### What to work on
Every line below that holds the string "gradient" should be copied.

Stored data entries
==*==

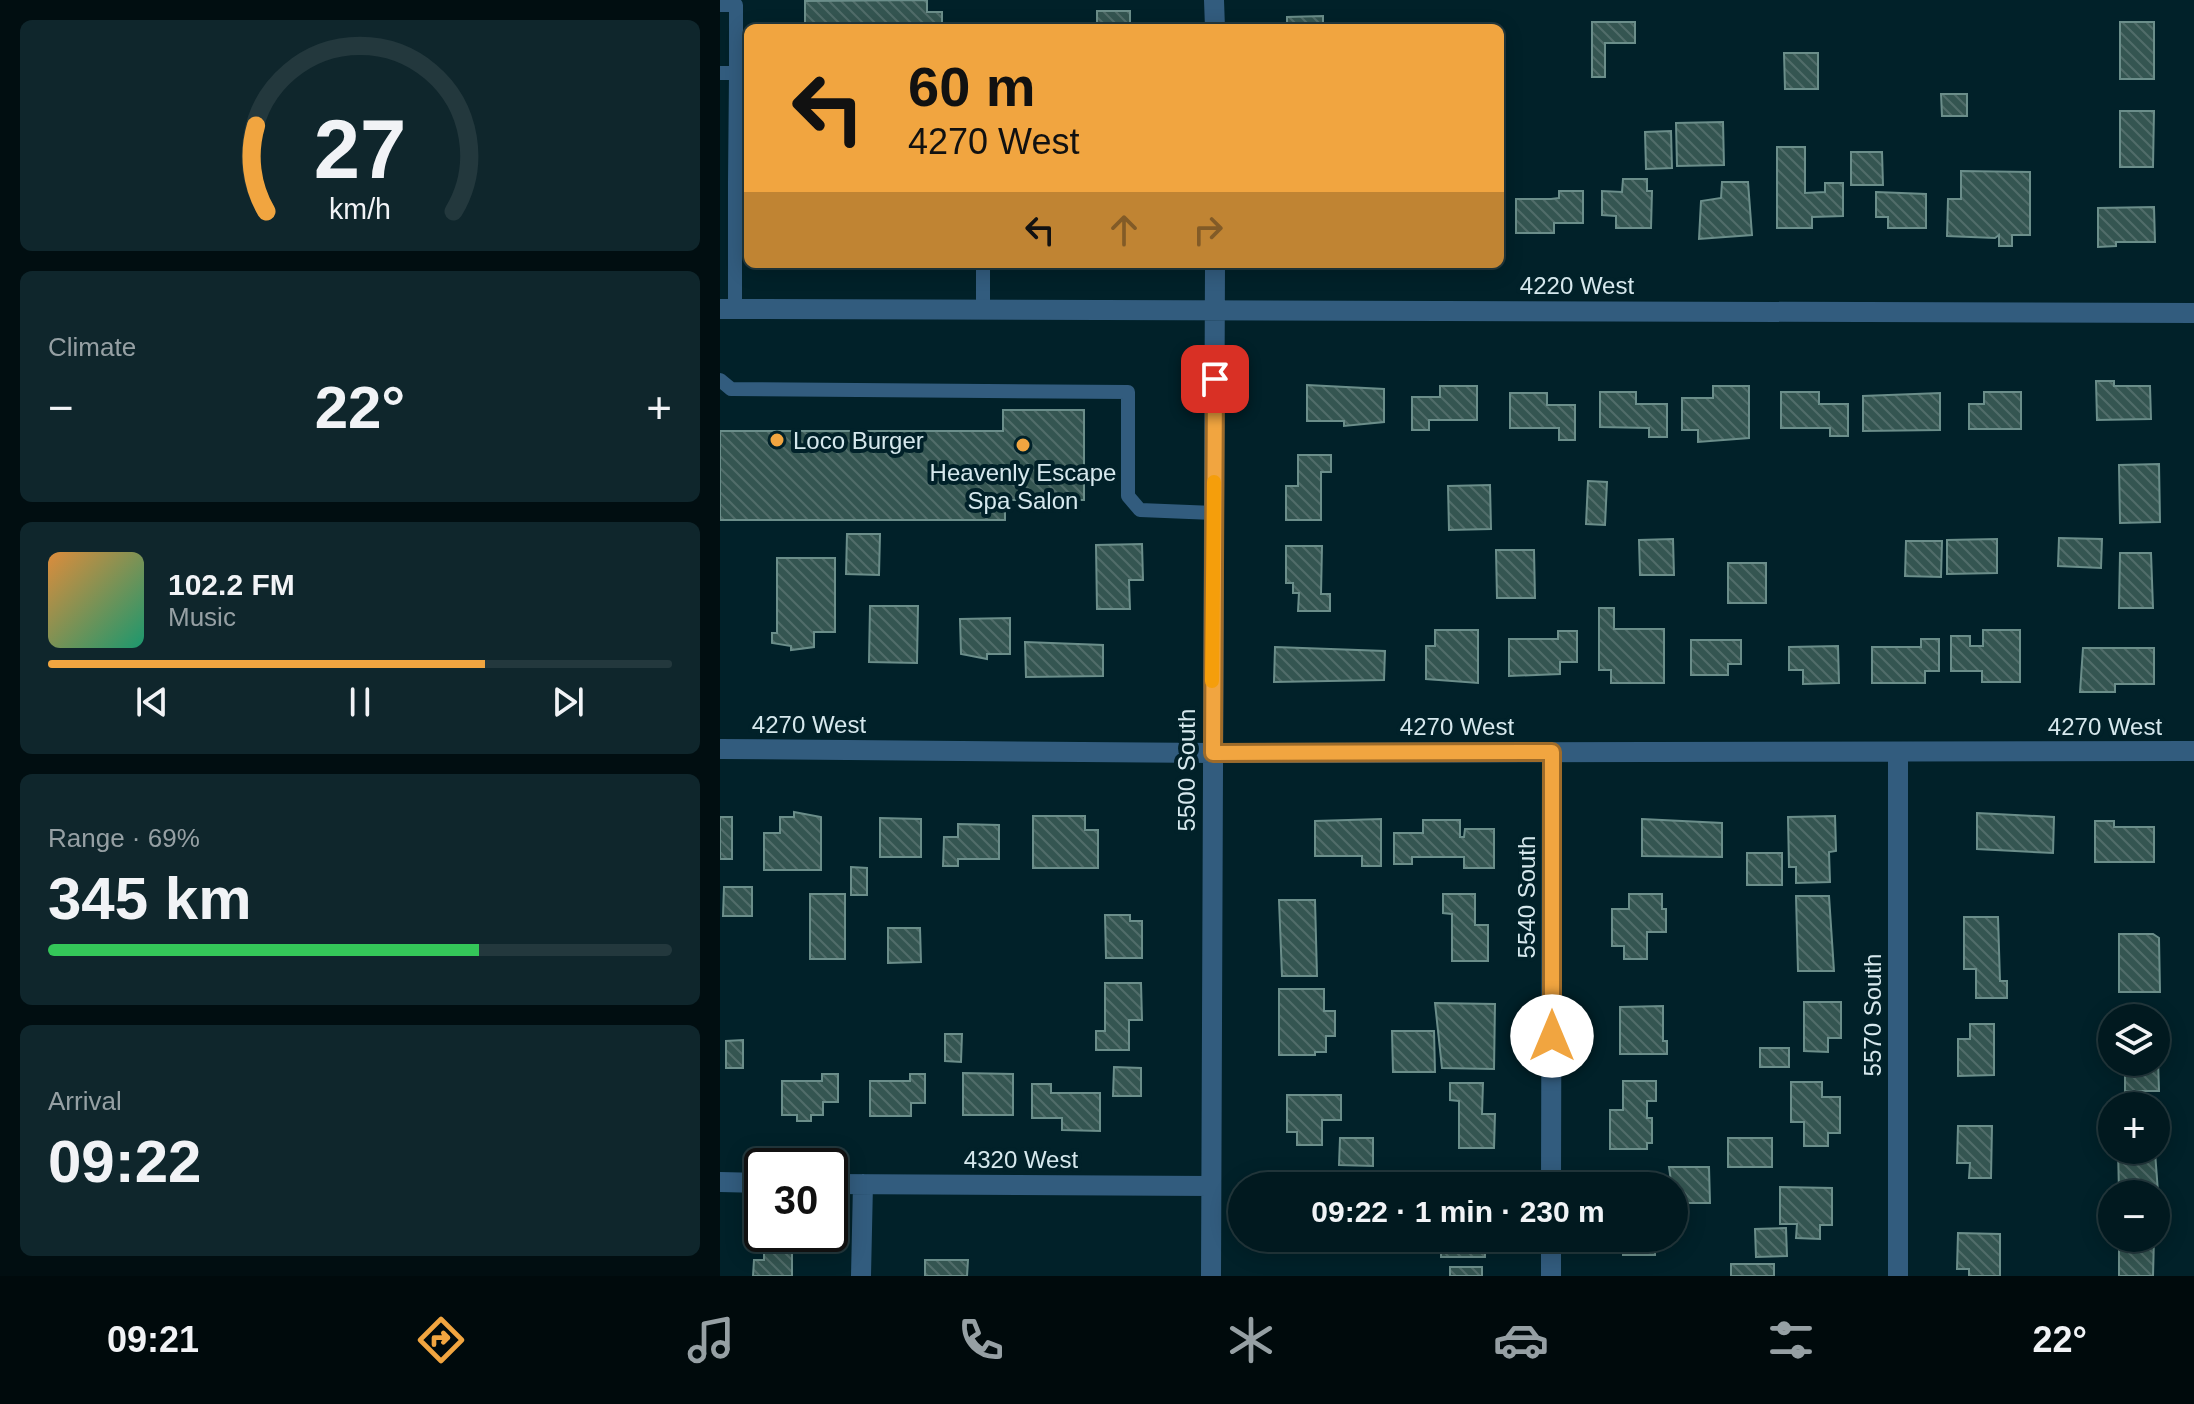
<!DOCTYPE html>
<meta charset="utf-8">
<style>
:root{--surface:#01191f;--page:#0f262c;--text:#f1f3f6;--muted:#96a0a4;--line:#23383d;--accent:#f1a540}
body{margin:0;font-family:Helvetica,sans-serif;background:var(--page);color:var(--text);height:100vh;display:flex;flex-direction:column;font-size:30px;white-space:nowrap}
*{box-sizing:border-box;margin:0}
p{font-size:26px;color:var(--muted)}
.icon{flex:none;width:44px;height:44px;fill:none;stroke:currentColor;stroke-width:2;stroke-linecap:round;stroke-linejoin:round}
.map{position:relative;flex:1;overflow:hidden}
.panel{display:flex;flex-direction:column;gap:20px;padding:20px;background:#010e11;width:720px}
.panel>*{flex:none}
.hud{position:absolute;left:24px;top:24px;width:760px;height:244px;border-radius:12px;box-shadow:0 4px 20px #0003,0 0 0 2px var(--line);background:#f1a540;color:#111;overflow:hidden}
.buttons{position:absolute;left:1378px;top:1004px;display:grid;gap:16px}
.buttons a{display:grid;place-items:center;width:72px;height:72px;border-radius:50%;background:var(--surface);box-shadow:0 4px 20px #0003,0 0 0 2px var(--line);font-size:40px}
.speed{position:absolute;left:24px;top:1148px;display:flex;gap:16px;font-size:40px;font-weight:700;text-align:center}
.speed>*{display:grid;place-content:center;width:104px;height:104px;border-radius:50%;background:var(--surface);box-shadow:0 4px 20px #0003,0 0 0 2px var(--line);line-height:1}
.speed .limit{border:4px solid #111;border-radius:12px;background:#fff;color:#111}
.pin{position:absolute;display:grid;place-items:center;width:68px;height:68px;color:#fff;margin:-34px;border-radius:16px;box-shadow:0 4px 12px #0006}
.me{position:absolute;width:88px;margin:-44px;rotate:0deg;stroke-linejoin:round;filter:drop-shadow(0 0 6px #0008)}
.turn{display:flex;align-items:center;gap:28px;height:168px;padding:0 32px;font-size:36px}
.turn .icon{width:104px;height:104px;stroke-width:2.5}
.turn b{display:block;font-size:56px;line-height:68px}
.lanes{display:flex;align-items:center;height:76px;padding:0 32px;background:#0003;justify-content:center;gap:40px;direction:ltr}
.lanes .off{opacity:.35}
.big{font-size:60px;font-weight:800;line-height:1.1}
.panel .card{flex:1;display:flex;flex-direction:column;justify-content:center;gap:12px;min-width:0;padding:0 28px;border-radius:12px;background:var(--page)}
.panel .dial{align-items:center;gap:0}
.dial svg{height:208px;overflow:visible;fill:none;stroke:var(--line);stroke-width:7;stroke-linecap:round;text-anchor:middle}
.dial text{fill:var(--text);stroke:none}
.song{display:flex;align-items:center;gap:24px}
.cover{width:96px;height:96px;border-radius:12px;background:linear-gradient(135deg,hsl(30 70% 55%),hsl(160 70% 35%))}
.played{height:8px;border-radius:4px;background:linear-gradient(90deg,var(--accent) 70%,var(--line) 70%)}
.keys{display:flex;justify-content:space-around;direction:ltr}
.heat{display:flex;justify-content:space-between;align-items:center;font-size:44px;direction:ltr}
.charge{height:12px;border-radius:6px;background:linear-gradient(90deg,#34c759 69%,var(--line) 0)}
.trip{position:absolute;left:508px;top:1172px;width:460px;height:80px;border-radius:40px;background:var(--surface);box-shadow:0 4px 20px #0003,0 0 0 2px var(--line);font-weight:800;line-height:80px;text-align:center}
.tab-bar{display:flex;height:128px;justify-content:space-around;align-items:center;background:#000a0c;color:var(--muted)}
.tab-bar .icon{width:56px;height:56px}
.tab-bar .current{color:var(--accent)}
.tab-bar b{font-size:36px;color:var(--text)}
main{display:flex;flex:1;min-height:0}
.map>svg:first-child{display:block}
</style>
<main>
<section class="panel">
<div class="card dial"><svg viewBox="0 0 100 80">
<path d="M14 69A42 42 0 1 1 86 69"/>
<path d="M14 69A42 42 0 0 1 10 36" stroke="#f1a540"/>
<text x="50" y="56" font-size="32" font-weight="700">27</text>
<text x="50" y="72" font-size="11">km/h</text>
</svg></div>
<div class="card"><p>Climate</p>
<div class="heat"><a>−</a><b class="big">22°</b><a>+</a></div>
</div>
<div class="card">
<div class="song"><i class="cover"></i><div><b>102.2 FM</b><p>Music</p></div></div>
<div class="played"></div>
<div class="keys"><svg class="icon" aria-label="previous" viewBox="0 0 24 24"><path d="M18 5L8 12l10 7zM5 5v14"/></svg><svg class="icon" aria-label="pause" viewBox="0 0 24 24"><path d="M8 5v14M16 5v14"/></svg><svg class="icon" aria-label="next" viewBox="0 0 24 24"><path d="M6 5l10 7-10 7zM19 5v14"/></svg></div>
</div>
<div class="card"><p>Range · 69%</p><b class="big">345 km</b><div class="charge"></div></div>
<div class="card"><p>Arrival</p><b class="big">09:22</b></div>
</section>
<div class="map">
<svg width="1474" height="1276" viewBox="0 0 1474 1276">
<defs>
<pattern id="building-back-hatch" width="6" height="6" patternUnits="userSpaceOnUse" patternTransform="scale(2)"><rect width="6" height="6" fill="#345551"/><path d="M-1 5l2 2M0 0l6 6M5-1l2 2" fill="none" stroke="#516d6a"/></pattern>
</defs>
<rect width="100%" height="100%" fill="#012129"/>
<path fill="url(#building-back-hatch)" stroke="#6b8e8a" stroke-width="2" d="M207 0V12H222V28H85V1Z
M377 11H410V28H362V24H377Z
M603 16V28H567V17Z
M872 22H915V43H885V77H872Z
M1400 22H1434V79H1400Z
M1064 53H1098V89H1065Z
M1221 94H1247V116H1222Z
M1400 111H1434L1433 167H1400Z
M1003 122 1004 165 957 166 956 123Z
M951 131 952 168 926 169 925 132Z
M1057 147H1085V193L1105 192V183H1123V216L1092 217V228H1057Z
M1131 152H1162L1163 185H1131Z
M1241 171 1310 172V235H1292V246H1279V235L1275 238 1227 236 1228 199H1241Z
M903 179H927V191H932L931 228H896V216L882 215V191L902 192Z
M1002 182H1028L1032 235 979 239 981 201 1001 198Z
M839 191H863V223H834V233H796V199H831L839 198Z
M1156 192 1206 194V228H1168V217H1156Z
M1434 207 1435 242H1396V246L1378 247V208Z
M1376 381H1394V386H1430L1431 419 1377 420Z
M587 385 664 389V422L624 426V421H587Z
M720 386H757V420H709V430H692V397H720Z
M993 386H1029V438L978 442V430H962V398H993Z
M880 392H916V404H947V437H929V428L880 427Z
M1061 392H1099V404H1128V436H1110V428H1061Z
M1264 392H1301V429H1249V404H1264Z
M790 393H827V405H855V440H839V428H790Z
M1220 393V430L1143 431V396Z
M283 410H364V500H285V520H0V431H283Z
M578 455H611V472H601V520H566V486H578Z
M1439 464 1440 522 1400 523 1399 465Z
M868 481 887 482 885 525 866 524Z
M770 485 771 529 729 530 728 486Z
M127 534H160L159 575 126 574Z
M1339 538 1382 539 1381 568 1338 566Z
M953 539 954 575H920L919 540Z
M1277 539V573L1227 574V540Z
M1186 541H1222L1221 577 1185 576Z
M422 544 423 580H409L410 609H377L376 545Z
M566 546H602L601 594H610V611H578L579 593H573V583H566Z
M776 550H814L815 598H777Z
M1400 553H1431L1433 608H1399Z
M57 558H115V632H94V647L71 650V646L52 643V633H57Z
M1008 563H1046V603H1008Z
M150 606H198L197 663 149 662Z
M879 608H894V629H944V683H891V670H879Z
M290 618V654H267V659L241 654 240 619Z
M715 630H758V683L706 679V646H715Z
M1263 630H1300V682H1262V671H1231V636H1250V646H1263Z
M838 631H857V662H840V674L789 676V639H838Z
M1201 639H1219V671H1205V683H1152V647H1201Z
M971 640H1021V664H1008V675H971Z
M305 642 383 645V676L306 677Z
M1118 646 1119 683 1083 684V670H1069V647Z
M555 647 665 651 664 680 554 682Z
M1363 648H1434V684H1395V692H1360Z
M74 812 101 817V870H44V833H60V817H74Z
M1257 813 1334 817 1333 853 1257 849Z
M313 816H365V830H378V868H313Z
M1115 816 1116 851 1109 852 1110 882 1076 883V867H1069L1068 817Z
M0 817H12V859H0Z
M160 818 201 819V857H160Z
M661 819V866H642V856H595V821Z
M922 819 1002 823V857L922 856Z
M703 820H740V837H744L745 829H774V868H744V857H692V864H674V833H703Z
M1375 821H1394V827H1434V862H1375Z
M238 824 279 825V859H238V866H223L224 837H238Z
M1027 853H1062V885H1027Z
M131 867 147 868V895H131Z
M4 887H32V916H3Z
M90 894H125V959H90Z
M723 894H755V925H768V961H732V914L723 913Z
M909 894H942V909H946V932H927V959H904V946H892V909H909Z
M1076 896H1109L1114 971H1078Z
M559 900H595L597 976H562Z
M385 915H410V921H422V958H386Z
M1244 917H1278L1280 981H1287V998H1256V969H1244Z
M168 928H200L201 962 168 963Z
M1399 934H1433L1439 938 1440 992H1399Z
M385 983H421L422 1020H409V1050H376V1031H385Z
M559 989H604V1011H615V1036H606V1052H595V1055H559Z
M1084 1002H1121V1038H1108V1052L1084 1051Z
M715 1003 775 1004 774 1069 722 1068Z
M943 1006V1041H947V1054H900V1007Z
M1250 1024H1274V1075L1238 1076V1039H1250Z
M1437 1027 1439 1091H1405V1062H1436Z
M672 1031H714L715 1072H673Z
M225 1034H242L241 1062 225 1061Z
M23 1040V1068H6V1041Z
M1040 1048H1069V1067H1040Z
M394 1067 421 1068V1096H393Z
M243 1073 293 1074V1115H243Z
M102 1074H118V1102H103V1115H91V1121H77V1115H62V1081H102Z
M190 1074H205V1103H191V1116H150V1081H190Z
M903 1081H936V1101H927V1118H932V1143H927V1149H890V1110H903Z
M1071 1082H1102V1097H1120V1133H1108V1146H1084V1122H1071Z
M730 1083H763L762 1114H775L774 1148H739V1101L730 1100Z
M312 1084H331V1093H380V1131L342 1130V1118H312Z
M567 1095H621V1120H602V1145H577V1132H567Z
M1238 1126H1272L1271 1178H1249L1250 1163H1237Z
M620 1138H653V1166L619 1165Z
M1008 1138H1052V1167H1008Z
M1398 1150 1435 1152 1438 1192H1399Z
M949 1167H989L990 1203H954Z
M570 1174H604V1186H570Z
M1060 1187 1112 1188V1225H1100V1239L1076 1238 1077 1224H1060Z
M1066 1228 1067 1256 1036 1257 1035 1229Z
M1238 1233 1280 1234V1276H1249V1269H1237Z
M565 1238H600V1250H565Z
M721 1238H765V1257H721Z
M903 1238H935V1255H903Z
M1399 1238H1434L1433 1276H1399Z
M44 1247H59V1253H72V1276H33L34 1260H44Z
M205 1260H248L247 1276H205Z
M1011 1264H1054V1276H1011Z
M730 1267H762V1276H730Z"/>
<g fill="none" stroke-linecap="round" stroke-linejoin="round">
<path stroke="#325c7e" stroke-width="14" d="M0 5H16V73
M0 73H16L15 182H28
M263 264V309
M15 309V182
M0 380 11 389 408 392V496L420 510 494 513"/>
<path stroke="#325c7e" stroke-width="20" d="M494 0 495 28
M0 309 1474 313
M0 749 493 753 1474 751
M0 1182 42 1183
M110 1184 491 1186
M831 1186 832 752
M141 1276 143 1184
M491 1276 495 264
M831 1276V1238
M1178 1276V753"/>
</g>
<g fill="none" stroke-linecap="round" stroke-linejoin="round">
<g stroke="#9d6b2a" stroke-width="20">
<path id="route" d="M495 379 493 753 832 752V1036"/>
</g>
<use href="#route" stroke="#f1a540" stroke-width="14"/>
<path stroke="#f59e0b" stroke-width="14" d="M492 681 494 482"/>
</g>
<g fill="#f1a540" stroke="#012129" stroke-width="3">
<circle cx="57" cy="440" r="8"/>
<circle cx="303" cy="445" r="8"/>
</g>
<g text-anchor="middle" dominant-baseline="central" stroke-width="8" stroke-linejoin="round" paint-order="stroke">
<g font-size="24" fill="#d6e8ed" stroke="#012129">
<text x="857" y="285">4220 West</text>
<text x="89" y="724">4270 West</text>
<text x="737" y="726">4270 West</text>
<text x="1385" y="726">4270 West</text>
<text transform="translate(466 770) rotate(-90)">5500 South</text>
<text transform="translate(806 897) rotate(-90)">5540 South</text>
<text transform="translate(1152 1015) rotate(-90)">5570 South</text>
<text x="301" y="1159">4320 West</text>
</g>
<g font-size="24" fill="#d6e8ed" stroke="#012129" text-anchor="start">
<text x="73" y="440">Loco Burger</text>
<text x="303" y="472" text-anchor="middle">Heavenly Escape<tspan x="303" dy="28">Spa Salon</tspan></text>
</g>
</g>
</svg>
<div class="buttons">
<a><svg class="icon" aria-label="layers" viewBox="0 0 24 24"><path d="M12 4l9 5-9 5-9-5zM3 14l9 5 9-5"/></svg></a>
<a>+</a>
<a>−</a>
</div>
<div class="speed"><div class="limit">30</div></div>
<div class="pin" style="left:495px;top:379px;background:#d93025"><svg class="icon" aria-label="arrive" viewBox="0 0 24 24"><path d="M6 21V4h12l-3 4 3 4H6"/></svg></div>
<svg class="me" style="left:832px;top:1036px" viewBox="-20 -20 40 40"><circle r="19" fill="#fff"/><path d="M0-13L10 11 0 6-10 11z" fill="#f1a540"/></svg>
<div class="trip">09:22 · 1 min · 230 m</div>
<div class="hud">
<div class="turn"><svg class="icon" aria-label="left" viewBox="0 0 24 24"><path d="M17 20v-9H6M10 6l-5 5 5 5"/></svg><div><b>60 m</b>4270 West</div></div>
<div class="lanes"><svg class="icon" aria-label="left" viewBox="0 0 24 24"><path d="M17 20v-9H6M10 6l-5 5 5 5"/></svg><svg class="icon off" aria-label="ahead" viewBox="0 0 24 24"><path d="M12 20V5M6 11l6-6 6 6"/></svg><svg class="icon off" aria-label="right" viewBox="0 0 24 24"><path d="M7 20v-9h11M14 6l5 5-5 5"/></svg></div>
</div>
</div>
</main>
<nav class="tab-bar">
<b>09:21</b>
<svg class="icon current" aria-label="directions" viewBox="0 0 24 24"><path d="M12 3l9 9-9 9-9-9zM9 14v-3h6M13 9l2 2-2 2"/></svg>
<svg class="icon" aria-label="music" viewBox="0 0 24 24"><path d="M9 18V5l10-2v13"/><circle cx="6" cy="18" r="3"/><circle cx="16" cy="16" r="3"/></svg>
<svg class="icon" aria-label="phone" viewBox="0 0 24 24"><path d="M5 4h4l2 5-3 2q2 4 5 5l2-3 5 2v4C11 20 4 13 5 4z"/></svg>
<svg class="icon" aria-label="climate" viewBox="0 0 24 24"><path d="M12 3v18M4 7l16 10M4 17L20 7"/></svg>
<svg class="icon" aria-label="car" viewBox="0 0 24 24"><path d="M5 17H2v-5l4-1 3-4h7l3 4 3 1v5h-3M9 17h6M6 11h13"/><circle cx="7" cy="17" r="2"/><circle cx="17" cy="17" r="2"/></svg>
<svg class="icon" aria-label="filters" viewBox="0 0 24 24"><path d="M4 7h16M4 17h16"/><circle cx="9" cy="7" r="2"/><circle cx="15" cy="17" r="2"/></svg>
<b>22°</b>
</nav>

==*==

### Reply to the task
.cover{width:96px;height:96px;border-radius:12px;background:linear-gradient(135deg,hsl(30 70% 55%),hsl(160 70% 35%))}
.played{height:8px;border-radius:4px;background:linear-gradient(90deg,var(--accent) 70%,var(--line) 70%)}
.charge{height:12px;border-radius:6px;background:linear-gradient(90deg,#34c759 69%,var(--line) 0)}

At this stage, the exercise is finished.